===== TASK INPUT =====

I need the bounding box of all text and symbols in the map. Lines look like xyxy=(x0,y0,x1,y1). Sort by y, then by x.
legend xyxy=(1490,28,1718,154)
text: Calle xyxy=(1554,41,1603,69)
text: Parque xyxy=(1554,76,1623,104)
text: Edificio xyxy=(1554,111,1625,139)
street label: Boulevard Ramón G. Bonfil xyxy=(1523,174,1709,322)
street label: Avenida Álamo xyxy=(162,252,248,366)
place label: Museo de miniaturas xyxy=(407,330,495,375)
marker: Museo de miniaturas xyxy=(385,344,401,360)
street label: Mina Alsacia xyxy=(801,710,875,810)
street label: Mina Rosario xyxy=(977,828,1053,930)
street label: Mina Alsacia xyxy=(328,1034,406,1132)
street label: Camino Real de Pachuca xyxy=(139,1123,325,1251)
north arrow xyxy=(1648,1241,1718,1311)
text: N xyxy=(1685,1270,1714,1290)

=====

## WHAT THE TASK ASKS:
Give back all the records above exactly. Keep every word.

## SOLUTION BELOW:
I need the bounding box of all text and symbols in the map. Lines look like xyxy=(x0,y0,x1,y1). Sort by y, then by x.
legend xyxy=(1490,28,1718,154)
text: Calle xyxy=(1554,41,1603,69)
text: Parque xyxy=(1554,76,1623,104)
text: Edificio xyxy=(1554,111,1625,139)
street label: Boulevard Ramón G. Bonfil xyxy=(1523,174,1709,322)
street label: Avenida Álamo xyxy=(162,252,248,366)
place label: Museo de miniaturas xyxy=(407,330,495,375)
marker: Museo de miniaturas xyxy=(385,344,401,360)
street label: Mina Alsacia xyxy=(801,710,875,810)
street label: Mina Rosario xyxy=(977,828,1053,930)
street label: Mina Alsacia xyxy=(328,1034,406,1132)
street label: Camino Real de Pachuca xyxy=(139,1123,325,1251)
north arrow xyxy=(1648,1241,1718,1311)
text: N xyxy=(1685,1270,1714,1290)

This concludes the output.